(Data entries)
☆ ☆ ☆ ☆ ☆ ☆ ☆

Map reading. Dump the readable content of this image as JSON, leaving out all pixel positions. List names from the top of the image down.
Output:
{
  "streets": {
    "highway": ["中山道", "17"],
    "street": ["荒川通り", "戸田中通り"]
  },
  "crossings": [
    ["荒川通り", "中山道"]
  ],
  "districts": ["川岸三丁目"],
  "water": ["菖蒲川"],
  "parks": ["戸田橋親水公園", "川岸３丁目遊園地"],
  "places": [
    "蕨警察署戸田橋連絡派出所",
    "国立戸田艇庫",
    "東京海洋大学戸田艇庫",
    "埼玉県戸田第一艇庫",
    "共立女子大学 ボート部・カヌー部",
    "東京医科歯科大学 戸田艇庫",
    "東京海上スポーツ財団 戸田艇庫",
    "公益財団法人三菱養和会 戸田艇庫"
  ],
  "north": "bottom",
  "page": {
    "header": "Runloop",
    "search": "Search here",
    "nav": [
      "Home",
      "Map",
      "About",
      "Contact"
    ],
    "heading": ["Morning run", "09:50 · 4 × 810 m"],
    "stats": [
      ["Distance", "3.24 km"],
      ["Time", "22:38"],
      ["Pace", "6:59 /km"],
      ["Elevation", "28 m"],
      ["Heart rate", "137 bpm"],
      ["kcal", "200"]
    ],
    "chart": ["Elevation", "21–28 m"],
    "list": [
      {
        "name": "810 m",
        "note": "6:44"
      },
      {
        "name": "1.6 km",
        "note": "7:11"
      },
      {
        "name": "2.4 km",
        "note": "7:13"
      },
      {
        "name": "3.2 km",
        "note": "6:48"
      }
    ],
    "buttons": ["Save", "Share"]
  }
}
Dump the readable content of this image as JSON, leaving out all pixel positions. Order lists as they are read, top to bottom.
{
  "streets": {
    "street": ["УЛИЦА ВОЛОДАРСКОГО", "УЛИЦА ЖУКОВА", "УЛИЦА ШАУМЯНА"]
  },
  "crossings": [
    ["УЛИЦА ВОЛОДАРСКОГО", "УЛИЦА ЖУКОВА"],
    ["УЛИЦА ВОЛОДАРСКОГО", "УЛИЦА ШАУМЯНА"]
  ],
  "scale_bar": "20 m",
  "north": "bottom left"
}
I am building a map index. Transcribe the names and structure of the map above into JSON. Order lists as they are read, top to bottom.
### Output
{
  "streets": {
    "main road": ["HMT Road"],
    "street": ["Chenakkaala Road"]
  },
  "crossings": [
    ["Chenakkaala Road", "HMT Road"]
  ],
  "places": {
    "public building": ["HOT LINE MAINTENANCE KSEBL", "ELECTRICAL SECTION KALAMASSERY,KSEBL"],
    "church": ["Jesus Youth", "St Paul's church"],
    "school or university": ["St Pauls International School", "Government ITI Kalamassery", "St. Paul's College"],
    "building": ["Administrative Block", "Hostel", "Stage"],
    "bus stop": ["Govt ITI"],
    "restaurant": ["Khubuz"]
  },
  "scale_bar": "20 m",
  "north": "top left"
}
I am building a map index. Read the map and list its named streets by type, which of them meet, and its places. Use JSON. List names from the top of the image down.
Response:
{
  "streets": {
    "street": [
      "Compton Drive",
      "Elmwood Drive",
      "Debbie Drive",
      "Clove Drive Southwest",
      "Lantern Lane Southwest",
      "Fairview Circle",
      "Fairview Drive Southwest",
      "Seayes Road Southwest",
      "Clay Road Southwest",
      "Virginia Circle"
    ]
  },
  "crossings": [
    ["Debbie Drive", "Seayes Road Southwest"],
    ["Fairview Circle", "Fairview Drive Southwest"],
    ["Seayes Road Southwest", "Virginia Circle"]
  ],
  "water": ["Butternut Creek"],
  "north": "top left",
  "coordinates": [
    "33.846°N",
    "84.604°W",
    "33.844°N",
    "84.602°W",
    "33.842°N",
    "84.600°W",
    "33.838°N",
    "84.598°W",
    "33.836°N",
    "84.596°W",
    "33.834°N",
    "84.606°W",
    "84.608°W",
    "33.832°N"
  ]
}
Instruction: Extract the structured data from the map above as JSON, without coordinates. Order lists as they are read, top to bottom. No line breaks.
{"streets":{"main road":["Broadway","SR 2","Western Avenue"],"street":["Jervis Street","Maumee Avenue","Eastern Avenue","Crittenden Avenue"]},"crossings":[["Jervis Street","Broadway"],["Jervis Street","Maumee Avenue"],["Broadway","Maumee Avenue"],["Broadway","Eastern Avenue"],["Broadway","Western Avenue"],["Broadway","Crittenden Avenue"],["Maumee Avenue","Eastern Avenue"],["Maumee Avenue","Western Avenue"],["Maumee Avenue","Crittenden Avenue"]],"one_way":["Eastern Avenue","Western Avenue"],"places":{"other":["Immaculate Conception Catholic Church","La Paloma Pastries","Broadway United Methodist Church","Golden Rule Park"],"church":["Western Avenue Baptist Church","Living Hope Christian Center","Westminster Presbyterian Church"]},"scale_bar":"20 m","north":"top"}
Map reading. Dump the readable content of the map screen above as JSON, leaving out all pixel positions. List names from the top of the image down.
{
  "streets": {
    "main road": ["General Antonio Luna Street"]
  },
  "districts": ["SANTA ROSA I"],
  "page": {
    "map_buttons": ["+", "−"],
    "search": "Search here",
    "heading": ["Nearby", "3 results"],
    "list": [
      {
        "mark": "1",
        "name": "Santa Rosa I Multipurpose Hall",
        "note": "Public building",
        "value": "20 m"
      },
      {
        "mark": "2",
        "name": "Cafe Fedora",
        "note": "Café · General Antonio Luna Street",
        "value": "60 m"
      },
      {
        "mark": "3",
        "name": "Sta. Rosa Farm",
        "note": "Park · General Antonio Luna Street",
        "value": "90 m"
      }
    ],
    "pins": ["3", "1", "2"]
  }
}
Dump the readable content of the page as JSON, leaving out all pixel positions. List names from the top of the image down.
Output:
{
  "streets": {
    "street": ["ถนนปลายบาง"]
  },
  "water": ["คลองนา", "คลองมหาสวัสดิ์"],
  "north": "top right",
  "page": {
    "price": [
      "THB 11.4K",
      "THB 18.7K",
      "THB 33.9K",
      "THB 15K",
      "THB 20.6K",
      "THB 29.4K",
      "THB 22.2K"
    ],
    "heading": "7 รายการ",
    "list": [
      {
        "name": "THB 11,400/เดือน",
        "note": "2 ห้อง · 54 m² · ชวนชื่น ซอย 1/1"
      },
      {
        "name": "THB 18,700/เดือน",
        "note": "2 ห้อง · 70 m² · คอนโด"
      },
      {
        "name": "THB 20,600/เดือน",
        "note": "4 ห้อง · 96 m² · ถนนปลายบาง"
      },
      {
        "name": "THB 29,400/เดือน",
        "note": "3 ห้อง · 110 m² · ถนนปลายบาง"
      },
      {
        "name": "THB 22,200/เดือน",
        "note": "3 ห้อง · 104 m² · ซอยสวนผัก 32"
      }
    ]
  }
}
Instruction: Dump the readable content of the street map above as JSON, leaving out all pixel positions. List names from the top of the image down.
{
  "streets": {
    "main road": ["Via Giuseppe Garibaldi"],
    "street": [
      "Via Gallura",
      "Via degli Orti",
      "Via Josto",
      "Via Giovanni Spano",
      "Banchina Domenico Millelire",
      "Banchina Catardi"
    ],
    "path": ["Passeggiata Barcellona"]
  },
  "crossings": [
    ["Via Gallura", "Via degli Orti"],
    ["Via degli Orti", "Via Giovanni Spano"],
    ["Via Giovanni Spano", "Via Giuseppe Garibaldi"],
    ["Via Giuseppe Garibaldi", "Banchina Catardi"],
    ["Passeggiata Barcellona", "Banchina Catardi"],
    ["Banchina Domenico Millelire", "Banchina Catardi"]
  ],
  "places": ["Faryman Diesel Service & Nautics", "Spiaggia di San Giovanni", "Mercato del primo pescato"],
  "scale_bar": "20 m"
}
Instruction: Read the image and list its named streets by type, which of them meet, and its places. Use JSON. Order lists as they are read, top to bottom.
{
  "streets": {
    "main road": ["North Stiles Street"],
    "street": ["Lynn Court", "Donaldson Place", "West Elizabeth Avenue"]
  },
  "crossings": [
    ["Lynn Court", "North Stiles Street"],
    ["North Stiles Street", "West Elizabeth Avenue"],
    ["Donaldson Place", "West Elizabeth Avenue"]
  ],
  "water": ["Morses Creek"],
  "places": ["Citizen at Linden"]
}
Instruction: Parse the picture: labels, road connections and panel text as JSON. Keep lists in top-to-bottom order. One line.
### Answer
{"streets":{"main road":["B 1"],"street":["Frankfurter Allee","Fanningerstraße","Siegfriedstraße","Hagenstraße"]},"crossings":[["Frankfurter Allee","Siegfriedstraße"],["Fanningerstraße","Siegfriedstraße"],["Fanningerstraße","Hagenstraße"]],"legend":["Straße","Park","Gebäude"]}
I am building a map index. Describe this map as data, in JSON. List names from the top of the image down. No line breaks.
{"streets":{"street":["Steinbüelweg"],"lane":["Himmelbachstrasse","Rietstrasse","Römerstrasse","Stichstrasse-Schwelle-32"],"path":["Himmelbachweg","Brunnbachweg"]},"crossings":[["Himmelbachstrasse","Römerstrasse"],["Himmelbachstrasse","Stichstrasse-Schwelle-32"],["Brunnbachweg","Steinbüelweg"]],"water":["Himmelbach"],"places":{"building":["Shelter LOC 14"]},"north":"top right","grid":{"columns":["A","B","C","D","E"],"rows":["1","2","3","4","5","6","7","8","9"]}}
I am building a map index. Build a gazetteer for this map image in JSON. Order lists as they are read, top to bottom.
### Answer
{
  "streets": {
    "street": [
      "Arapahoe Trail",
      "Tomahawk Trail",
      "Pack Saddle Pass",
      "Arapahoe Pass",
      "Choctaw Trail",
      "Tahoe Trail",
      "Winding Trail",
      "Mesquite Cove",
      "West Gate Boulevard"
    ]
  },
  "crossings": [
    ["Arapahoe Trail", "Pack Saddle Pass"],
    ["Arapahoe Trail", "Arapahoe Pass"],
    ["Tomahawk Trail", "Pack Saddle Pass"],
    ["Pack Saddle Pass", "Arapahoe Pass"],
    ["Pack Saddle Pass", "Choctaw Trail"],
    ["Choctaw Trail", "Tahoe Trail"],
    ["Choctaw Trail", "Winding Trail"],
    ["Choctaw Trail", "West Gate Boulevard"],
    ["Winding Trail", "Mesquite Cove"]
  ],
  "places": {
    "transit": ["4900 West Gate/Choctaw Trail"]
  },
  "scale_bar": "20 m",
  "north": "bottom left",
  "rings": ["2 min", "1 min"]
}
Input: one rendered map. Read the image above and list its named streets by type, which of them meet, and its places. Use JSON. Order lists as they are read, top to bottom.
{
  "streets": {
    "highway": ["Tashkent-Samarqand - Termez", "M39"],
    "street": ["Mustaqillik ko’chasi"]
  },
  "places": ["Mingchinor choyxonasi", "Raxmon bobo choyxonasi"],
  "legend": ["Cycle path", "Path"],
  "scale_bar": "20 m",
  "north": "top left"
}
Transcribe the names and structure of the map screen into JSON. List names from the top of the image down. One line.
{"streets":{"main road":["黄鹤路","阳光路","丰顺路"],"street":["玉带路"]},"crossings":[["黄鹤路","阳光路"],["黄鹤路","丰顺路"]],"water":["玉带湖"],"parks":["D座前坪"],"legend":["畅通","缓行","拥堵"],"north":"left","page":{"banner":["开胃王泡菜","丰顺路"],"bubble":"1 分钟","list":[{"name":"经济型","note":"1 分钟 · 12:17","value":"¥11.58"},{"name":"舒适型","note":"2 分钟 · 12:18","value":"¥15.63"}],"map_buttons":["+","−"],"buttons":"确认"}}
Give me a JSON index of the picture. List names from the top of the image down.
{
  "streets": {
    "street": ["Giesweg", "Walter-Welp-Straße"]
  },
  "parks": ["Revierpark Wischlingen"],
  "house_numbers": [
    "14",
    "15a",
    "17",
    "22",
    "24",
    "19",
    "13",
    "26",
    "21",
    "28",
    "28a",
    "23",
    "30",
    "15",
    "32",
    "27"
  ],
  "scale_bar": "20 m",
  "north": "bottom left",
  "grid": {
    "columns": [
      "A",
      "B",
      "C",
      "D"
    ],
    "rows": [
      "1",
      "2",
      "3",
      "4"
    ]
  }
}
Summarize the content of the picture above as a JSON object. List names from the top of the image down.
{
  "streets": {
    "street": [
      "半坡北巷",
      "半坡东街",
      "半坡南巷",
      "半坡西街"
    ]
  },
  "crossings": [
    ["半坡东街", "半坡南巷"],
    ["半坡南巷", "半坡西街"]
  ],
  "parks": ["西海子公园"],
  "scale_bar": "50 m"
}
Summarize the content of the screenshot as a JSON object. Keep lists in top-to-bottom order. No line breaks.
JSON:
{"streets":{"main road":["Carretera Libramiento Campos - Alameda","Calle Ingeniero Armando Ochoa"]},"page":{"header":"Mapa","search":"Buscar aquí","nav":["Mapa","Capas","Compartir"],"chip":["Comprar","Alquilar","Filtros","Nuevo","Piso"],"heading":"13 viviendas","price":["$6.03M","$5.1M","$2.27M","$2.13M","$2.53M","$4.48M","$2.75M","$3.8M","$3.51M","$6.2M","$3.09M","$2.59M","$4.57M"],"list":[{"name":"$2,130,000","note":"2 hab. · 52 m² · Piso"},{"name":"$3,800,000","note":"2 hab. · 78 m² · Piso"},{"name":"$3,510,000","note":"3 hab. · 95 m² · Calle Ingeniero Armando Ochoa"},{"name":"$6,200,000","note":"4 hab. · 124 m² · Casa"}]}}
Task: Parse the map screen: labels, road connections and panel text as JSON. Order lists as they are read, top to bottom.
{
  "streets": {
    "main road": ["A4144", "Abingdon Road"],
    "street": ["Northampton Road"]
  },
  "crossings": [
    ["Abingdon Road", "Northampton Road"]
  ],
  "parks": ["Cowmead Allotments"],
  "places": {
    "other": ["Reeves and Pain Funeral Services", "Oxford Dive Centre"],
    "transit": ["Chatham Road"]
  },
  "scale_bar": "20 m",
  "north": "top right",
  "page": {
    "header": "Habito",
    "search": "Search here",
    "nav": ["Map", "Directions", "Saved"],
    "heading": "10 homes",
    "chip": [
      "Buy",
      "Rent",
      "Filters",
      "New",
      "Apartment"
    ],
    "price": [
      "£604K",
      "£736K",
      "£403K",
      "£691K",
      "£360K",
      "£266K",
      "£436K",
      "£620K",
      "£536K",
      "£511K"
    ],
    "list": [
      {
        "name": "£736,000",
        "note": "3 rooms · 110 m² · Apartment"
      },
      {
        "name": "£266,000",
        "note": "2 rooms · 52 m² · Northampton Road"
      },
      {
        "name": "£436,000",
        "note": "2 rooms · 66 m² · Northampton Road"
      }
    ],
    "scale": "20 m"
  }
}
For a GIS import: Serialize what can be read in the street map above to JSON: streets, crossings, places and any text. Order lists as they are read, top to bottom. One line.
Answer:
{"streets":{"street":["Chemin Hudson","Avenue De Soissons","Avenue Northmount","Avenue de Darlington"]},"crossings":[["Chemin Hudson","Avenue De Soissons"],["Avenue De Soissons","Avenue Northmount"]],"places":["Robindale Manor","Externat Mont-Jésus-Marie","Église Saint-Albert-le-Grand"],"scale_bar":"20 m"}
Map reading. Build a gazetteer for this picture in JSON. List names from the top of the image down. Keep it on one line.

☆ ☆ ☆ ☆ ☆ ☆ ☆

» **Task description**:
Look over the records above, and wherever a line contains the string "gazetteer", copy that line.

» **Written answer**:
I am building a map index. Build a gazetteer for this map image in JSON. Order lists as they are read, top to bottom.
Map reading. Build a gazetteer for this picture in JSON. List names from the top of the image down. Keep it on one line.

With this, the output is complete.